The Toronto Transit Commission (TTC) has announced that automatic train control (ATC) signalling is now operational on Line 1 of the city’s subway network.

This upgrade aims to bring improved service and reduced operating costs.

Toronto ATC
The TTC’s modernised Automatic Train Control (ATC) signalling system is now fully operational on Line 1
Toronto Mayor John Tory said:

“Automatic Train Control is up and running on Line 1. This is a big milestone for the TTC and our efforts to modernise our current transit system. This technology will ensure subway trains can travel faster and more reliably which will result in us being able to move more people across the line as quickly and efficiently as we can.

“I want to thank commuters for their patience while we implemented this new technology and I want to applaud TTC employees for their work on completing this major project.”

Prior to this upgrade, portions of TTC’s signalling system dated back to the 1950s, when Toronto’s subway first opened. The fixed-block system required large gaps between trains as they entered and exited each block.
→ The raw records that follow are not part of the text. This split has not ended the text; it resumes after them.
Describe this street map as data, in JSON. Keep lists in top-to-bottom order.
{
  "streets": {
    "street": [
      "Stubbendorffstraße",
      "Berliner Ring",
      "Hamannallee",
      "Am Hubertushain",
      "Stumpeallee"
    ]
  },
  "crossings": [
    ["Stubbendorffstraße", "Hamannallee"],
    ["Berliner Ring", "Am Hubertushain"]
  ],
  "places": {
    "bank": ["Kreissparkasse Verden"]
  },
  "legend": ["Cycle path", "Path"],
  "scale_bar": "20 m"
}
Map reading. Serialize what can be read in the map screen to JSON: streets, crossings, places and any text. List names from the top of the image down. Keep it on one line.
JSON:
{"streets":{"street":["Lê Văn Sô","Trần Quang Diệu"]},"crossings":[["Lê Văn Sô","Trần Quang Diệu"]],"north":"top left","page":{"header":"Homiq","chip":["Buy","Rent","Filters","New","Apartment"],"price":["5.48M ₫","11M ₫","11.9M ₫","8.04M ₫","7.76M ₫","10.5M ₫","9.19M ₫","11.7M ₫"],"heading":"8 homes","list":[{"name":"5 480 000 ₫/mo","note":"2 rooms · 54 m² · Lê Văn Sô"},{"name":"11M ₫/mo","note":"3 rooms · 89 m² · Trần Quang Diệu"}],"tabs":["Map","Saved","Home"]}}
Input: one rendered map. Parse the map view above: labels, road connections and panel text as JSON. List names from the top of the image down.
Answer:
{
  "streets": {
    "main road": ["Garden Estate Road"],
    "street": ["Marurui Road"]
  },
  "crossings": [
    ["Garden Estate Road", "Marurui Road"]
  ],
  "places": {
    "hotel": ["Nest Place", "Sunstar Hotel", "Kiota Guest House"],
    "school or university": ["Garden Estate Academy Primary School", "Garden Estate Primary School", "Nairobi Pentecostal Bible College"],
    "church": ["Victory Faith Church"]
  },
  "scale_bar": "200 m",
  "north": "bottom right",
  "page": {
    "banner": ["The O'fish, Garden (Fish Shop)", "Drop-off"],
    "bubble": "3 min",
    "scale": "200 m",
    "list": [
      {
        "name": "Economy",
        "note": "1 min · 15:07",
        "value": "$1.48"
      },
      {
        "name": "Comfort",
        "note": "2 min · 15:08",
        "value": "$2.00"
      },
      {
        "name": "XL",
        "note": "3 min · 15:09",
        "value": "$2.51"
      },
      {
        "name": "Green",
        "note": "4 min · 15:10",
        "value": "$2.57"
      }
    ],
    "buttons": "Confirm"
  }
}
In contrast, ATC automatically controls train speed and separation through a digital moving-block system. This enables train location to be accurately monitored so that trains can safely operate with shorter headways.

Toronto ATC
ATC will bring improved service and reduced operating costs

Thanks to this upgrade, TTC will now be able to run more frequent and reliable services with fewer signal-related delays.

The installation of ATC will also allow trains to use electricity more efficiently, leading to lower operating costs.

In addition, it will create more service flexibility if there is an issue on the line, as additional turn-back locations are now available.

TTC CEO Rick Leary said:

“The completion of ATC installation on Line 1 is a major accomplishment for us, and will have significant benefits for our customers. This system will improve existing service, and ensure that we can accommodate expected additional transit growth.”

The project was completed on schedule in line with the updated plan approved by the TTC’s Board in April 2019.

Construction involved special track work in the tunnels and installation of thousands of pieces of trackside signalling and radio equipment, including two thousand beacons, two hundred and fifty-six signals, and more than one million feet of cable.